(Beginning of The input)

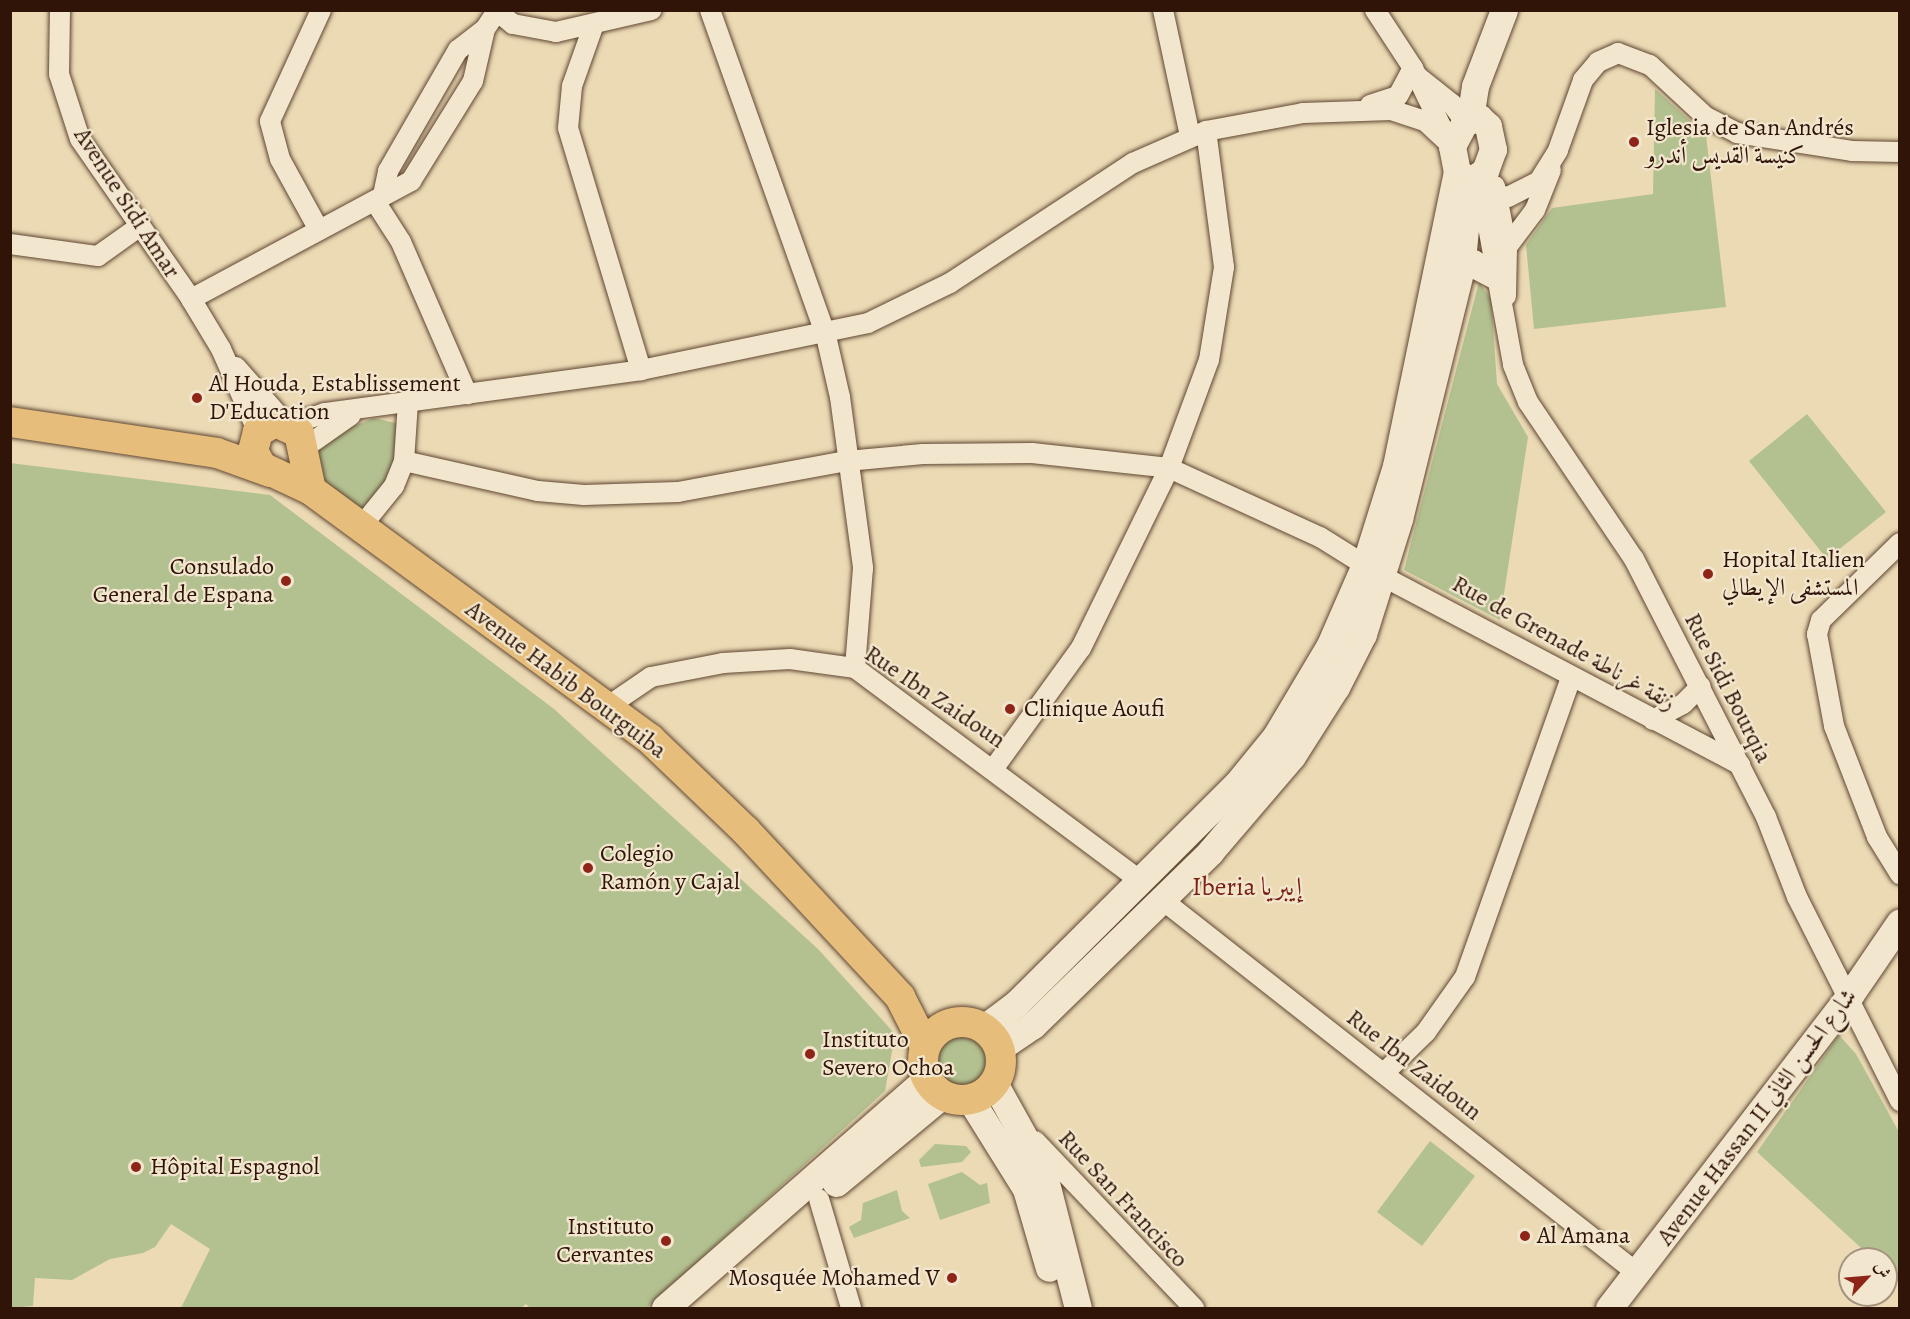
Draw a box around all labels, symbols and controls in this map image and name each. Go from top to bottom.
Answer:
place label: Iglesia de San Andrés كنيسة القديس أندرو [1646,114,1854,170]
street label: Avenue Sidi Amar [68,122,186,284]
marker: Iglesia de San Andrés كنيسة القديس أندرو [1627,135,1641,149]
place label: Al Houda, Establissement D'Education [209,370,461,426]
marker: Al Houda, Establissement D'Education [190,391,204,405]
place label: Hopital Italien المستشفى الإيطالي [1722,546,1865,602]
place label: Consulado General de Espana [93,553,274,609]
marker: Hopital Italien المستشفى الإيطالي [1699,565,1717,583]
street label: Rue de Grenade زنقة غرناطة [1447,569,1681,717]
marker: Consulado General de Espana [279,574,293,588]
street label: Avenue Habib Bourguiba [460,595,672,765]
street label: Rue Sidi Bourqia [1678,608,1778,768]
street label: Rue Ibn Zaidoun [859,639,1011,755]
place label: Clinique Aoufi [1024,695,1165,723]
marker: Clinique Aoufi [1001,700,1019,718]
place label: Colegio Ramón y Cajal [600,840,740,896]
marker: Colegio Ramón y Cajal [581,861,595,875]
district label: Iberia إيبريا [1192,871,1302,903]
street label: Avenue Hassan II شارع الحسن الثاني [1651,983,1863,1251]
street label: Rue Ibn Zaidoun [1341,1003,1487,1127]
place label: Instituto Severo Ochoa [822,1026,954,1082]
marker: Instituto Severo Ochoa [803,1047,817,1061]
street label: Rue San Francisco [1052,1124,1194,1274]
place label: Hôpital Espagnol [150,1153,319,1181]
marker: Hôpital Espagnol [127,1158,145,1176]
place label: Instituto Cervantes [556,1213,654,1269]
place label: Al Amana [1537,1222,1630,1250]
marker: Al Amana [1518,1229,1532,1243]
marker: Instituto Cervantes [659,1234,673,1248]
north arrow [1838,1247,1898,1307]
text: ش [1869,1258,1896,1282]
place label: Mosquée Mohamed V [728,1264,940,1292]
marker: Mosquée Mohamed V [945,1271,959,1285]

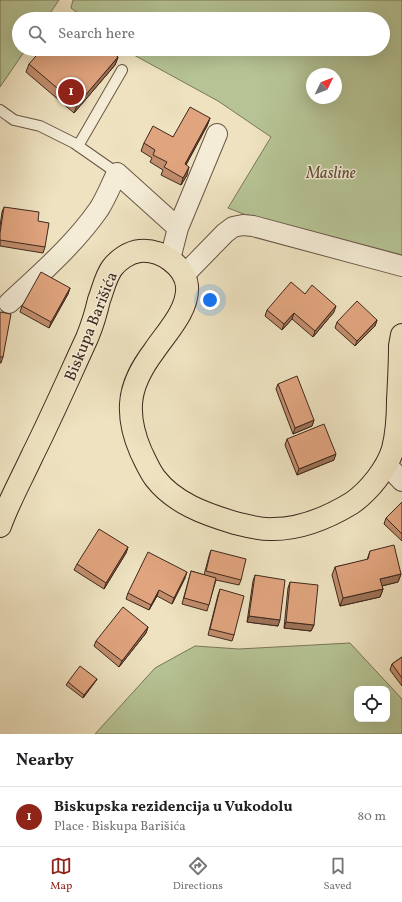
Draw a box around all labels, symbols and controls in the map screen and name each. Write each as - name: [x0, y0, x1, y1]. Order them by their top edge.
- search box: [12, 12, 390, 56]
- icon: search: [26, 23, 48, 45]
- text: Search here: [58, 24, 135, 45]
- north arrow: [306, 68, 342, 104]
- pin: 1: [58, 77, 84, 107]
- park label: Masline: [305, 163, 356, 185]
- street label: Biskupa Barišića: [60, 269, 124, 385]
- your location: [200, 290, 220, 310]
- map controls: [354, 686, 390, 722]
- button: locate: [354, 686, 390, 722]
- text: Nearby: [16, 749, 74, 772]
- text: Biskupska rezidencija u Vukodolu: [54, 797, 293, 818]
- text: 1: [26, 808, 32, 826]
- text: 80 m: [357, 808, 386, 826]
- text: Place · Biskupa Barišića: [54, 818, 186, 836]
- tab: Map: [50, 855, 72, 894]
- tab: Directions: [173, 855, 223, 894]
- tab: Saved: [323, 855, 352, 894]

(End of The input)

### Exercise objective
The response must restate each line of the material above exactly and contain no images.

### Finished task
Draw a box around all labels, symbols and controls in this map image and name each. Go from top to bottom.
Answer:
place label: Iglesia de San Andrés كنيسة القديس أندرو [1646,114,1854,170]
street label: Avenue Sidi Amar [68,122,186,284]
marker: Iglesia de San Andrés كنيسة القديس أندرو [1627,135,1641,149]
place label: Al Houda, Establissement D'Education [209,370,461,426]
marker: Al Houda, Establissement D'Education [190,391,204,405]
place label: Hopital Italien المستشفى الإيطالي [1722,546,1865,602]
place label: Consulado General de Espana [93,553,274,609]
marker: Hopital Italien المستشفى الإيطالي [1699,565,1717,583]
street label: Rue de Grenade زنقة غرناطة [1447,569,1681,717]
marker: Consulado General de Espana [279,574,293,588]
street label: Avenue Habib Bourguiba [460,595,672,765]
street label: Rue Sidi Bourqia [1678,608,1778,768]
street label: Rue Ibn Zaidoun [859,639,1011,755]
place label: Clinique Aoufi [1024,695,1165,723]
marker: Clinique Aoufi [1001,700,1019,718]
place label: Colegio Ramón y Cajal [600,840,740,896]
marker: Colegio Ramón y Cajal [581,861,595,875]
district label: Iberia إيبريا [1192,871,1302,903]
street label: Avenue Hassan II شارع الحسن الثاني [1651,983,1863,1251]
street label: Rue Ibn Zaidoun [1341,1003,1487,1127]
place label: Instituto Severo Ochoa [822,1026,954,1082]
marker: Instituto Severo Ochoa [803,1047,817,1061]
street label: Rue San Francisco [1052,1124,1194,1274]
place label: Hôpital Espagnol [150,1153,319,1181]
marker: Hôpital Espagnol [127,1158,145,1176]
place label: Instituto Cervantes [556,1213,654,1269]
place label: Al Amana [1537,1222,1630,1250]
marker: Al Amana [1518,1229,1532,1243]
marker: Instituto Cervantes [659,1234,673,1248]
north arrow [1838,1247,1898,1307]
text: ش [1869,1258,1896,1282]
place label: Mosquée Mohamed V [728,1264,940,1292]
marker: Mosquée Mohamed V [945,1271,959,1285]

Draw a box around all labels, symbols and controls in the map screen and name each. Write each as - name: [x0, y0, x1, y1]. Order them by their top edge.
- search box: [12, 12, 390, 56]
- icon: search: [26, 23, 48, 45]
- text: Search here: [58, 24, 135, 45]
- north arrow: [306, 68, 342, 104]
- pin: 1: [58, 77, 84, 107]
- park label: Masline: [305, 163, 356, 185]
- street label: Biskupa Barišića: [60, 269, 124, 385]
- your location: [200, 290, 220, 310]
- map controls: [354, 686, 390, 722]
- button: locate: [354, 686, 390, 722]
- text: Nearby: [16, 749, 74, 772]
- text: Biskupska rezidencija u Vukodolu: [54, 797, 293, 818]
- text: 1: [26, 808, 32, 826]
- text: 80 m: [357, 808, 386, 826]
- text: Place · Biskupa Barišića: [54, 818, 186, 836]
- tab: Map: [50, 855, 72, 894]
- tab: Directions: [173, 855, 223, 894]
- tab: Saved: [323, 855, 352, 894]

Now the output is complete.